What exists today at the high end is what will exist two decades from now, with very little variation. 

“The people who are looking for trophies at the moment realize there aren’t many trophies around,” says Wetherell. “If you really want to buy you should buy when we’ve got the availability of stock. Which is now.”

As proof that the surge is already taking hold, look to properties such as Chelsea Barracks, a 13-acre plat that sold to Qatari Diar (the real estate investment arm of the Qatari Investment Authority) for $1.3 billion, which saw over $58 million worth of sales happen in the fourth quarter of 2019. Or the forthcoming Mayfair Park Residences, where prices go up to $35 million for a four-bedroom. These are the first branded residences for the Dorchester Collections hotel brand and, as their website shows, included early marketing campaigns with actress Nicole Kidman as a brand ambassador. Then there’s Clarges Mayfair near the Ritz Hotel, which is selling the last phase of its 34 flats this quarter. In 2019 they did about $340 million in sales (£225 million) ranging from $5,200 to $10,000 per square foot (£3,500-7,000), according to Wetherell. 

These are all multi-family buildings, but for single-family homes the agents are just as bullish. The current highest-priced listing in London is asking just shy of of $100 million for a 10-bed, 10-bath house near Primrose Hill. Another property in North London is beating local records by asking what would now be about $60 million for a home on two rare acres.

But what about New York? The two cities attract the same clientele and often these buyers want a home in both locations. But New York has seen properties at the top of the market take a dive and, as appraiser Jonathan Miller told The Real Deal, the existing inventory could take six years to sell if the pace stays at what it is now. 

Whereas in London the entry level for luxury prices can easily reach $5,000 per square foot and twice that rate is not unheard of for the penthouse asset class, the same numbers no longer apply to New York. “If you told someone today to go and buy an apartment in New York for $10,000 per square foot, they’ll think you’re crazy,” says Berniker. 

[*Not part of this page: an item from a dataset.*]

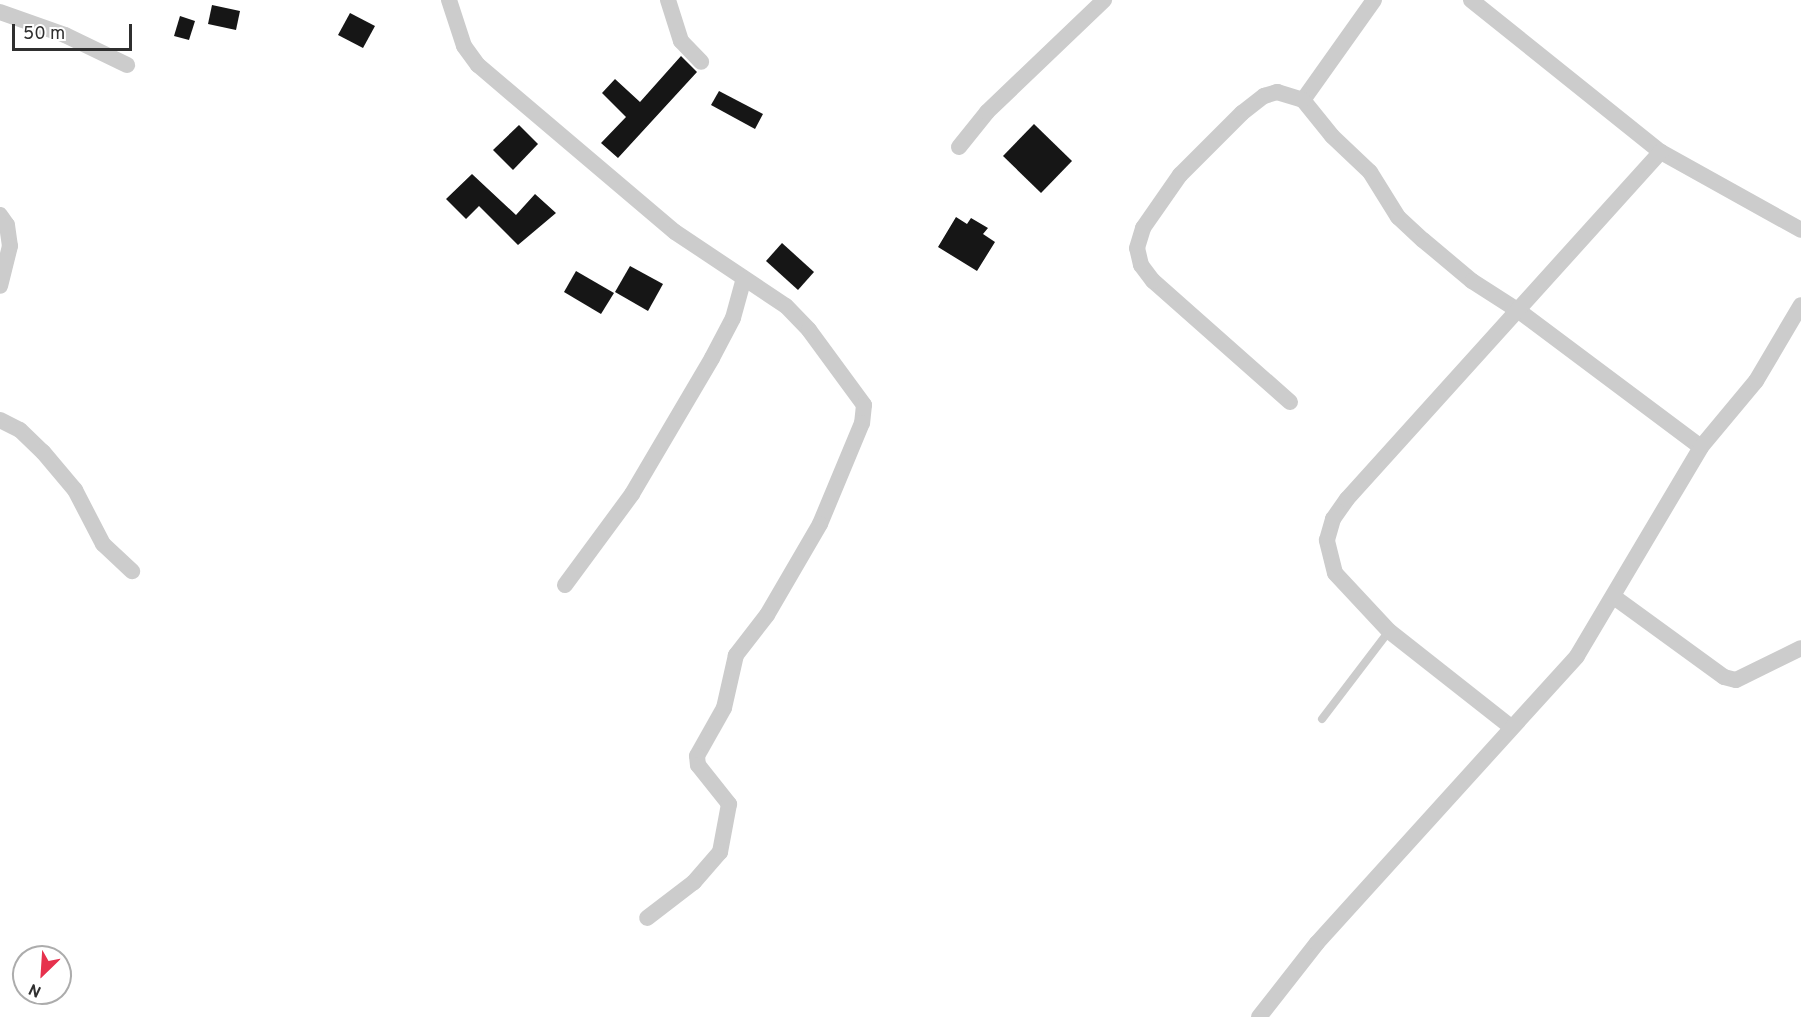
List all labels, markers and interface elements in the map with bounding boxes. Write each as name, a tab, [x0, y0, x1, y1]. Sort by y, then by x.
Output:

“In 2016 the market was floating with cash,” says Berniker. “Now the market is not floating with cash anymore and in America it is very tight.” He recalls the heyday of 2016, specifically the marquee building at 220 Central Park, where nearly every buyer has been a billionaire (and it traffics in the same price range as 1 Hyde Park in London). But since that time talk of the pied a terre tax resurfaced, a new mansion tax has been implemented and all the units that came on the market hoping to catch the same tail winds as 220 Central Park have led to a surplus of inventory. Even the nearby tallest residential building in the world is seeing prices about 15% lower than 220 Central Park. 

If a perfect storm is forming in London, similar forces are pointing in a different direction in New York to create a nearly opposite impact. There is too much supply and there aren’t as many buyers waiting in the wings since many of them bought a few years ago.

“There’s too much inventory for that luxury and less foreign money,” says Berniker when it comes to New York. “But in London, you have 1 Hyde Park and after that only mansions. London will take two years or less to have a rebound of about 20%.”